* Collected data entries
= = = = =

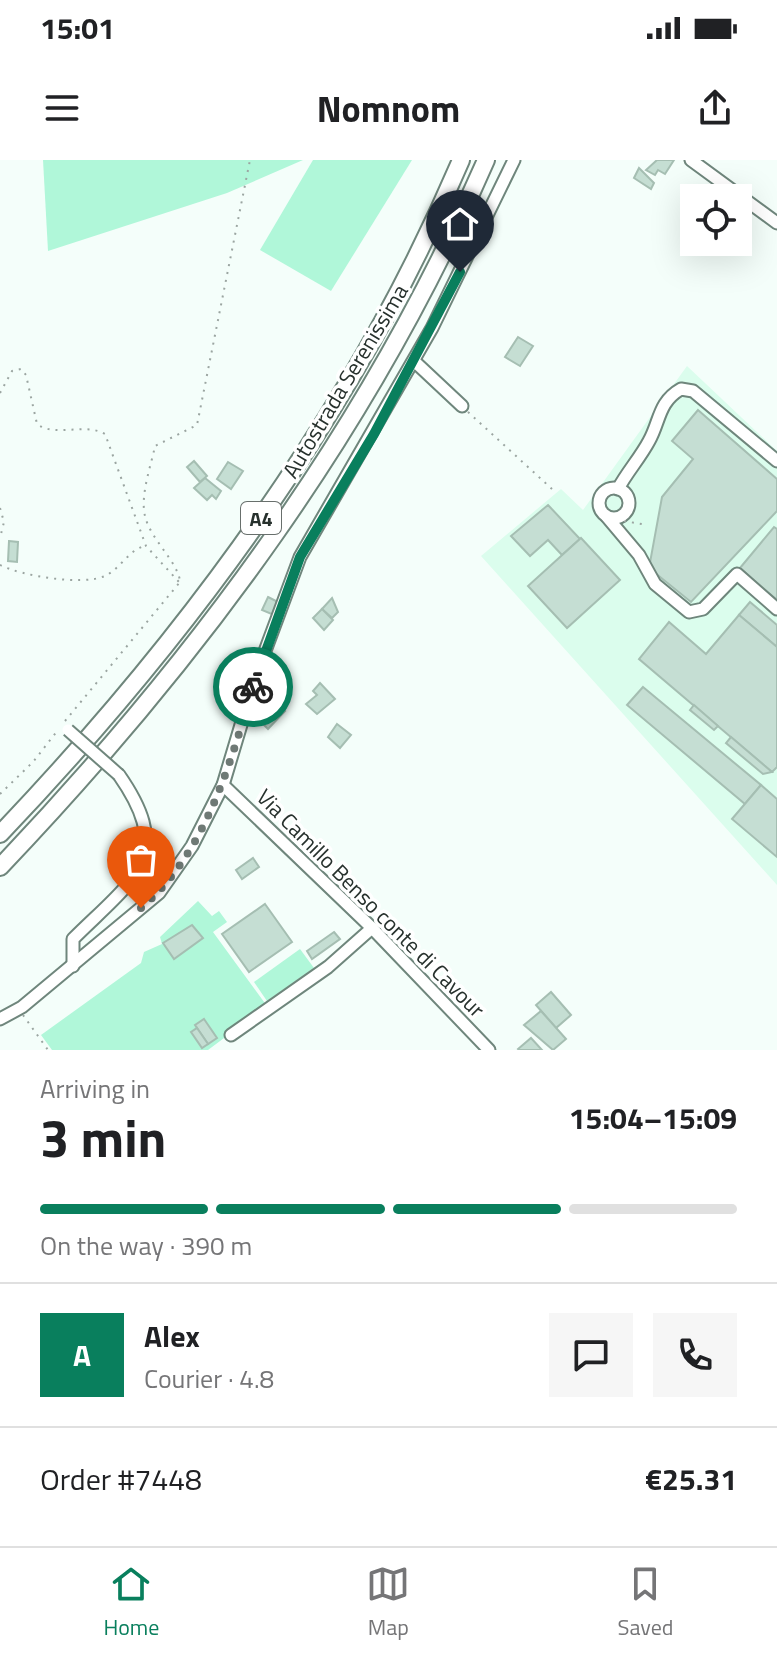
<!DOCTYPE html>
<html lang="en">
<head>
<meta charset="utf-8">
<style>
  body { margin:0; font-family:"Titillium Web",sans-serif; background:#f6f6f6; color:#202124; height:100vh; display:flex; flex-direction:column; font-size:30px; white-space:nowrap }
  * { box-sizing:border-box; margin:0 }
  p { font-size:26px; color:#757577 }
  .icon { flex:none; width:44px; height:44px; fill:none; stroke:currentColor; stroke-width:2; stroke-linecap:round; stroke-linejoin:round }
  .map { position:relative; height:890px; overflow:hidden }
  .panel { display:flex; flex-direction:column; background:#fff; flex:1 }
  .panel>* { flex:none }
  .controls { position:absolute; left:680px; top:24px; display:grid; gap:16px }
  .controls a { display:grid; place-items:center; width:72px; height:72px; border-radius:0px; background:#fff; box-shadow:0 8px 32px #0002; font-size:40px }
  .pin { position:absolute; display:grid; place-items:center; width:68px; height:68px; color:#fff; margin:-82px -34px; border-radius:50% 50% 50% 0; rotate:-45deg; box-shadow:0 0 8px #0007 }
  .pin .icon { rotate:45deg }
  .courier { position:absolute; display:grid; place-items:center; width:80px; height:80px; margin:-40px; border:6px solid #097f5d; border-radius:50%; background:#fff; color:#222; box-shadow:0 2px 10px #0007 }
  .summary em { font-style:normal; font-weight:700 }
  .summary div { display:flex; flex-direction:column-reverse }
  .summary { display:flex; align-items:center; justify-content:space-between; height:136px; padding:0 40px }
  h1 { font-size:52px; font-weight:700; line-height:60px }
  .bar { display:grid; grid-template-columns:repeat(4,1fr); gap:12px 8px; align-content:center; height:96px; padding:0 40px }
  .bar i { height:10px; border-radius:6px; background:#e0e0e0 }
  .bar .selected { background:#097f5d }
  .bar p { grid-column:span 4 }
  .line { display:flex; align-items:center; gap:20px; padding:0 40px; border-top:2px solid #e0e0e0 }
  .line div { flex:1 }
  .round { display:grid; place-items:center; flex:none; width:84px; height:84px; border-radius:0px; background:#f6f6f6 }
  .status { display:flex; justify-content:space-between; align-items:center; height:56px; padding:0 40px; background:#fff; direction:ltr }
  .status svg { height:22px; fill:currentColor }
  header { display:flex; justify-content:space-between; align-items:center; height:104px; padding:0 40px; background:#fff; font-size:36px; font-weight:700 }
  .tabs { display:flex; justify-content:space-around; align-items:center; height:112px; border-top:2px solid #e0e0e0; background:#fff; font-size:22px; color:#757577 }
  .tabs a { display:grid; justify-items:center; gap:4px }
  .tabs .selected { color:#097f5d }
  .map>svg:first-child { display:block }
</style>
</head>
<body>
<div class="status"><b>15:01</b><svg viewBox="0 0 49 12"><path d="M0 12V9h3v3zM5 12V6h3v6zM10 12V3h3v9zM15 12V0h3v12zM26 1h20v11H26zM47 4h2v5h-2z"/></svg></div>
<header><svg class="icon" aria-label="menu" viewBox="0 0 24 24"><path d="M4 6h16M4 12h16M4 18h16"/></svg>Nomnom<svg class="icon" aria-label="share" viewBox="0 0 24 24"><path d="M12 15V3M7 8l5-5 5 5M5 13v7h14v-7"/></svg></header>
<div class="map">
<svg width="777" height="890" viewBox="0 0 777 890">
  <rect width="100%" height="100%" fill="#f4fefa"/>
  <!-- built -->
  <polygon fill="#dbfded" points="687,206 777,291 777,725 481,396 561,329 583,350"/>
  <!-- green -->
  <g fill="#b0f7d9">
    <polygon points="43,0 303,0 227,33 48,91"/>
    <polygon points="313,0 412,0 331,131 260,90"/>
    <polygon points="198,741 212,756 219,751 227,762 213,772 267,846 208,890 52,890 41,875 141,803 144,792 162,784 160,777"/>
    <polygon points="300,789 314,808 267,841 254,822"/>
  </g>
  <!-- building -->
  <g fill="#c5ded3" stroke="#a5beb2" stroke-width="2">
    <polygon points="657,0 674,0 665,14 658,10 655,15 646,10"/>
    <polygon points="639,8 654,23 651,29 634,18"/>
    <polygon points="518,177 533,186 520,206 505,197"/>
    <polygon points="698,250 777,319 777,351 691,442 649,408 662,337 693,299 672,281"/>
    <polygon points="194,301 207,316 200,322 187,307"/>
    <polygon points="228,302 243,311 231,329 217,319"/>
    <polygon points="205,318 221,331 216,339 212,335 207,340 194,328"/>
    <polygon points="548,345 580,379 562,395 548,380 530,396 511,376"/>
    <polygon points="774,367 777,369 777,440 740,408"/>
    <polygon points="581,378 620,420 567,468 528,426"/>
    <polygon points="9,381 18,382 17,402 8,401"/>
    <polygon points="268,437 280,443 274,455 262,450"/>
    <polygon points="332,438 338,452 332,458 322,449"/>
    <polygon points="750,442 777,465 777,487 739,455"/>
    <polygon points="322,449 333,460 324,470 313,458"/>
    <polygon points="739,455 777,487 777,607 772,612 639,499 669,462 706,494"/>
    <polygon points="320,523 335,539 317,554 306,544 317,535 313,531"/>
    <polygon points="643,527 761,625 745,644 627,545"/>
    <polygon points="279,545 285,551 268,569 262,563"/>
    <polygon points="694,545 718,566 714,570 690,550"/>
    <polygon points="337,564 351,575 340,588 328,577"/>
    <polygon points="731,577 772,612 763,614 726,583"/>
    <polygon points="761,625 777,639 777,697 732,659"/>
    <polygon points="253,698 259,707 242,719 236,710"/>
    <polygon points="265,744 292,782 249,812 222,774"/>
    <polygon points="192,765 203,778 174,799 163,783"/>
    <polygon points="334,772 340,779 312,799 307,791"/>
    <polygon points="551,832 571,855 556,868 536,845"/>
    <polygon points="541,851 566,879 553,890 524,865"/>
    <polygon points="204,859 217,878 208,884 195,865"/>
    <polygon points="197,868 208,884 202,888 191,872"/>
    <polygon points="531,878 542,890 519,890 518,889"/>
  </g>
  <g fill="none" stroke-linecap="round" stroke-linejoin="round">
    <!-- minor casing -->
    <g stroke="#6f867c" stroke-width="15">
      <g id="minor">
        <polyline points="691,0 777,63"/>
        <polyline points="414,201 462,246"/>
        <circle cx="614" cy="343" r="15"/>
        <path d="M618,329c9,-17 22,-31 31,-48 11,-19 9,-39 32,-52l12,2 84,70"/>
        <polyline points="607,357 639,395 655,424 689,452 703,449 737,414 777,449"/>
        <polyline points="223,625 372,768 489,890"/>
        <path d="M73,806v-27c58,-58 104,-81 46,-164"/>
        <polyline points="0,859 22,847 159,733 192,686 223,625 255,518 300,397 432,168 514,0"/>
        <polyline points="231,875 328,807 372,768"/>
      </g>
    </g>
    <!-- highway casing -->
    <g stroke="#6f867c" stroke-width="20">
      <g id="highway">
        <path d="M0,674c188,-197 354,-422 461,-674"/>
        <path d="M0,707c199,-209 371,-441 486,-707"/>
      </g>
    </g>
    <!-- path -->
    <g stroke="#9ba5a1" stroke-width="2" stroke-dasharray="2 6" stroke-linecap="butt">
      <path d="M0,233l12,-22 9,-2 5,6 11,49c19,14 47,-2 68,10l41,112 33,36"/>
      <polyline points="468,252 552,329"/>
      <polyline points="0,348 4,362 0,378"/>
      <polyline points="624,361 647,365"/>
      <path d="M0,405c22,11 82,21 105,11 15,-7 23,-25 39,-30"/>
      <path d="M65,561l115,-139c-1,-19 -30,-43 -35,-66 -5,-21 6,-50 10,-70l42,-21 53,-265"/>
      <polyline points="0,634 33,602 58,570"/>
      <polyline points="23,855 48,890"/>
    </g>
    <!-- minor -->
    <use href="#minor" stroke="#fff" stroke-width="11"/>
    <!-- highway -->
    <use href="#highway" stroke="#fff" stroke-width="16"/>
    <!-- minor-bridge casing -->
    <g stroke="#6f867c" stroke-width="15" stroke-linecap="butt">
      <polyline id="minor-bridge" points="68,570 119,615"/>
    </g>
    <!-- minor-bridge -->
    <use href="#minor-bridge" stroke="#fff" stroke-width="11"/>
  </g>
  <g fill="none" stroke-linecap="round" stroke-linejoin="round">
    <!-- done -->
    <path stroke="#6f7975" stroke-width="8" stroke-dasharray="0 14.4" d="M141,748c64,-54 89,-143 112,-221"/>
    <!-- route -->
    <polyline stroke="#097f5d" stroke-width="10" points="253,527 300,397 374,274 460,112"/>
  </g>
  <g text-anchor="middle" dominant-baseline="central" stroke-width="7" stroke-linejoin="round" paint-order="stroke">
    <!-- shield labels -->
    <rect fill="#fff" stroke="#686f6c" stroke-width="2" x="241" y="342" width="40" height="32" rx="6"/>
    <g font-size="20" font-weight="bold" fill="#27312d">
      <text x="261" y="358">A4</text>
    </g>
    <!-- street labels -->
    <g font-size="22" fill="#27312d" stroke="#fff">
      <text transform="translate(345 221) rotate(-59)">Autostrada Serenissima</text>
      <text transform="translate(371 743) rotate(45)">Via Camillo Benso conte di Cavour</text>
    </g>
  </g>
</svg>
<div class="controls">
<a><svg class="icon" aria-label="locate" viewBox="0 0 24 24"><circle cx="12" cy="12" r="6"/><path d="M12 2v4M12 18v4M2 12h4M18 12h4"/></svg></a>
</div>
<div class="pin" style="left:141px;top:748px;background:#ea580c"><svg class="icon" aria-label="bag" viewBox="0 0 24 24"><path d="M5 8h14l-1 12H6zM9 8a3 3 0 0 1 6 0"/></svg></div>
<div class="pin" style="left:460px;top:112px;background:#1f2937"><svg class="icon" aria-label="home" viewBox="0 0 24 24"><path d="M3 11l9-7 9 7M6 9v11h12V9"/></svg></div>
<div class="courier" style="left:253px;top:527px"><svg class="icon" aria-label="bike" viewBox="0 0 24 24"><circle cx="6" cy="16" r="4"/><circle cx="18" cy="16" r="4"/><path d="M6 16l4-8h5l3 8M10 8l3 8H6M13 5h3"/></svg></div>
</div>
<section class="panel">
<div class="summary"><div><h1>3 min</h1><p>Arriving in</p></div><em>15:04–15:09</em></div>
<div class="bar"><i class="selected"></i><i class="selected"></i><i class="selected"></i><i></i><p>On the way · 390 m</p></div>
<div class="line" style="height:144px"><b class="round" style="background:#097f5d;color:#fff">A</b><div><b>Alex</b><p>Courier · 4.8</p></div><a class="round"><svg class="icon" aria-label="chat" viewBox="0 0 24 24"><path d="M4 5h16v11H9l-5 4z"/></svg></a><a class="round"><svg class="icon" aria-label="phone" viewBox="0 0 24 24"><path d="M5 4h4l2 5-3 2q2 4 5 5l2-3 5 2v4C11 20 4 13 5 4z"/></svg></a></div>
<div class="line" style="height:104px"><div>Order #7448</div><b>€25.31</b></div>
</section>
<nav class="tabs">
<a class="selected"><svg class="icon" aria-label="home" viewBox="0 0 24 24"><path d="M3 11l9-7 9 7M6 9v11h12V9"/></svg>Home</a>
<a><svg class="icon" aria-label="map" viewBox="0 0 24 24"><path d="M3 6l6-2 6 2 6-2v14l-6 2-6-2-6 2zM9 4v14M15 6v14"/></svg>Map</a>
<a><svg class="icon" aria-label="saved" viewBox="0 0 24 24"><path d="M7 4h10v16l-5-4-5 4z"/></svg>Saved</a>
</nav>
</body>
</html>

= = = = =

Could you find every line in the records above that contains the word "controls" and copy it?

* SOLUTION TO THIS TASK
  .controls { position:absolute; left:680px; top:24px; display:grid; gap:16px }
  .controls a { display:grid; place-items:center; width:72px; height:72px; border-radius:0px; background:#fff; box-shadow:0 8px 32px #0002; font-size:40px }
<div class="controls">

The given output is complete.